People always stress the importance of having good credit, but it’s difficult to have good credit if you don’t even know how credit is measured. Here we’re going to break down the components of a credit score. With this information, you’ll be fully prepared to work your way towards excellent credit.
The bulk of your credit score – 35% – is determined by your payment history. By taking your payments made, overdue payments, balance on overdue accounts, and number of unpaid items your payment history is determined. This is an important factor, as future creditors want to know you will pay back borrowed money in a timely manner.

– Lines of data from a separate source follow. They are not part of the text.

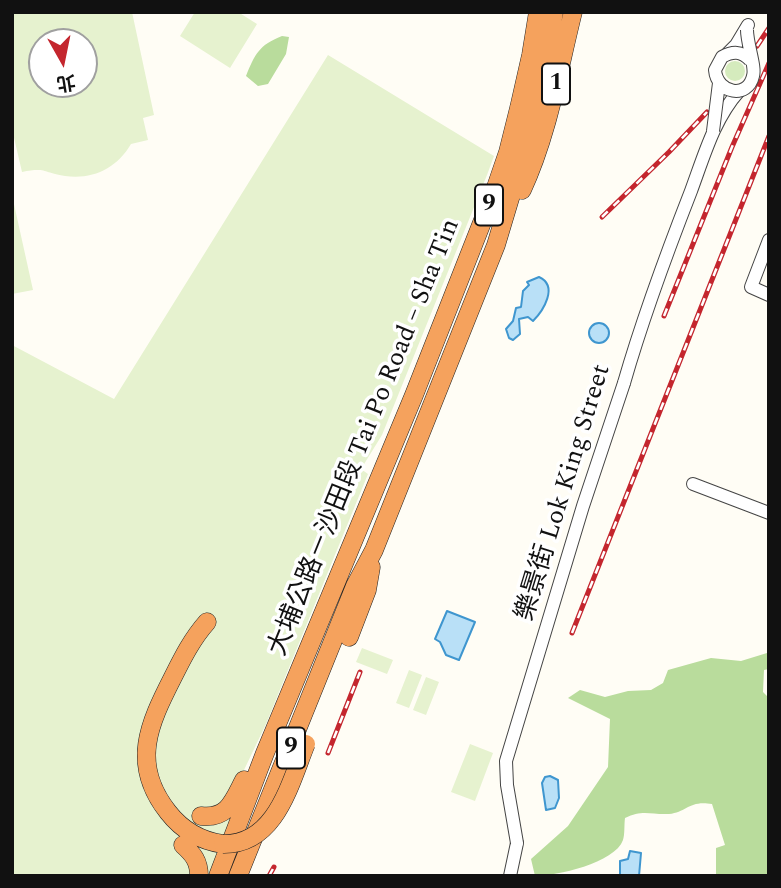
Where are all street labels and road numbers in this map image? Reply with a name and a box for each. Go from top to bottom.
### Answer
road number: 1 [542,64,570,104]
road number: 9 [475,184,503,226]
street label: 大埔公路－沙田段 Tai Po Road – Sha Tin [264,215,468,661]
street label: 樂景街 Lok King Street [511,361,619,625]
road number: 9 [277,728,305,768]

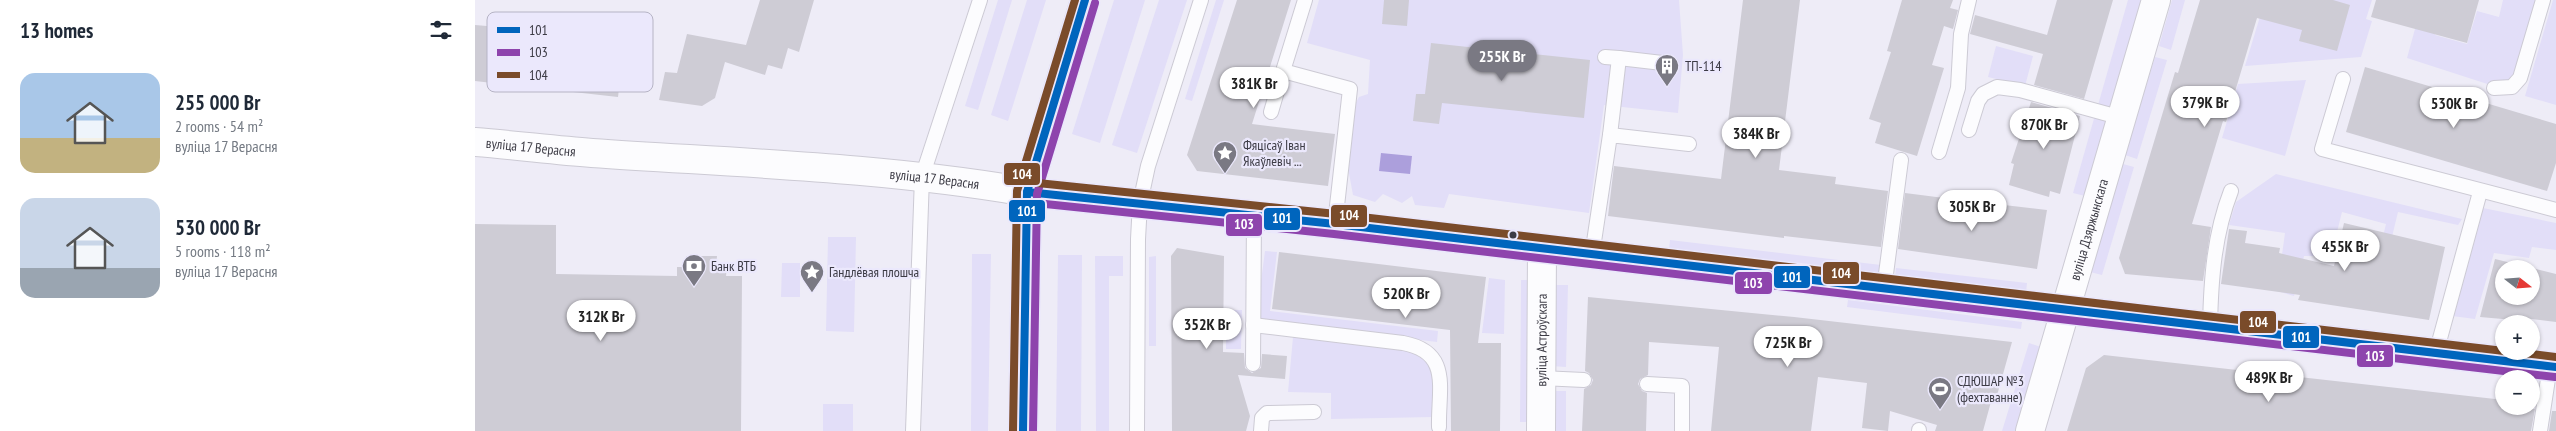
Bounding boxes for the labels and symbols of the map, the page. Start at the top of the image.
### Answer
legend [487,12,653,92]
text: 101 [529,21,548,39]
pin: 255K Br [1456,39,1548,82]
text: 103 [529,43,548,61]
building icon: ТП-114 [1654,53,1680,87]
place label: ТП-114 [1685,57,1722,75]
text: 104 [529,66,549,84]
pin: 381K Br [1208,66,1300,109]
pin: 379K Br [2159,86,2251,128]
pin: 530K Br [2408,86,2500,129]
pin: 870K Br [1998,108,2090,150]
pin: 384K Br [1710,116,1802,159]
street label: вуліца 17 Верасня [485,134,576,161]
place label: Фяцісаў Іван Якаўлевіч ... [1243,136,1306,170]
place icon: Фяцісаў Іван Якаўлевіч ... [1212,140,1238,174]
line badge: 104 [1003,162,1041,186]
street label: вуліца 17 Верасня [889,165,980,193]
text: 104 [1012,165,1032,183]
street label: вуліца Дзяржынскага [2066,177,2112,282]
pin: 305K Br [1926,190,2018,232]
line badge: 101 [1008,199,1046,223]
text: 101 [1017,202,1037,220]
line badge: 104 [1330,204,1368,228]
text: 104 [1339,206,1359,224]
line badge: 101 [1263,207,1301,231]
text: 101 [1272,209,1292,227]
line badge: 103 [1225,213,1263,237]
text: 103 [1234,215,1254,233]
unlabelled marker [1508,230,1518,240]
pin: 455K Br [2299,230,2391,272]
bank icon: Банк ВТБ [681,253,707,287]
place label: Банк ВТБ [711,257,756,275]
place icon: Гандлёвая плошча [799,259,825,293]
north arrow [2495,260,2540,305]
line badge: 104 [1822,261,1860,285]
place label: Гандлёвая плошча [829,263,919,281]
text: 104 [1831,264,1851,282]
line badge: 101 [1773,265,1811,289]
text: 101 [1782,268,1802,286]
line badge: 103 [1734,271,1773,295]
text: 103 [1743,274,1763,292]
pin: 520K Br [1360,276,1452,319]
street label: вуліца Астроўскага [1532,294,1551,386]
pin: 312K Br [555,300,647,342]
pin: 352K Br [1161,308,1253,350]
line badge: 104 [2239,310,2277,334]
text: 104 [2248,313,2268,331]
line badge: 101 [2282,325,2320,349]
pin: 725K Br [1742,326,1834,368]
text: 101 [2291,328,2311,346]
line badge: 103 [2356,344,2394,368]
text: 103 [2365,347,2385,365]
pin: 489K Br [2223,360,2315,403]
place label: СДЮШАР №3 (фехтаванне) [1957,372,2024,406]
sports icon: СДЮШАР №3 (фехтаванне) [1927,376,1953,410]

This next category makes up 30% of your credit score. Amounts owed is determined by how many accounts hold balances, your total balance across all cards, and your credit utilization ratio. This ratio is the balance vs the credit limit. If you’re spending most of your credit limit, you will have a low score in this category, which is why we often stress the importance of keeping balances low.
Length of Credit History
This is a simple category – and unfortunately it only accounts for 15% of your score. The length of your credit history is determined by the age of your oldest and newest accounts and the average age of all your accounts. They also factor in how long it’s been since you’ve used each account.
New Credit Applications
Opening new accounts can impact your credit – the application itself can even remain on your credit for two years. Luckily this is only 10% of your credit score, and positive gains in the other categories typically outweigh a single opening. However, be sure to avoid rapid fire applications and account openings.
The final 10% of your credit score is determined by credit mix. It’s best to have a diverse mix of credit, between revolving and installment accounts. Revolving accounts are credit cards, retail and gas cards. Meanwhile, installment accounts include student loans, car loans, and mortgages. Again, this is a small portion of your credit score, so it’s possible to have a high score with timely payments as the age of your credit increases.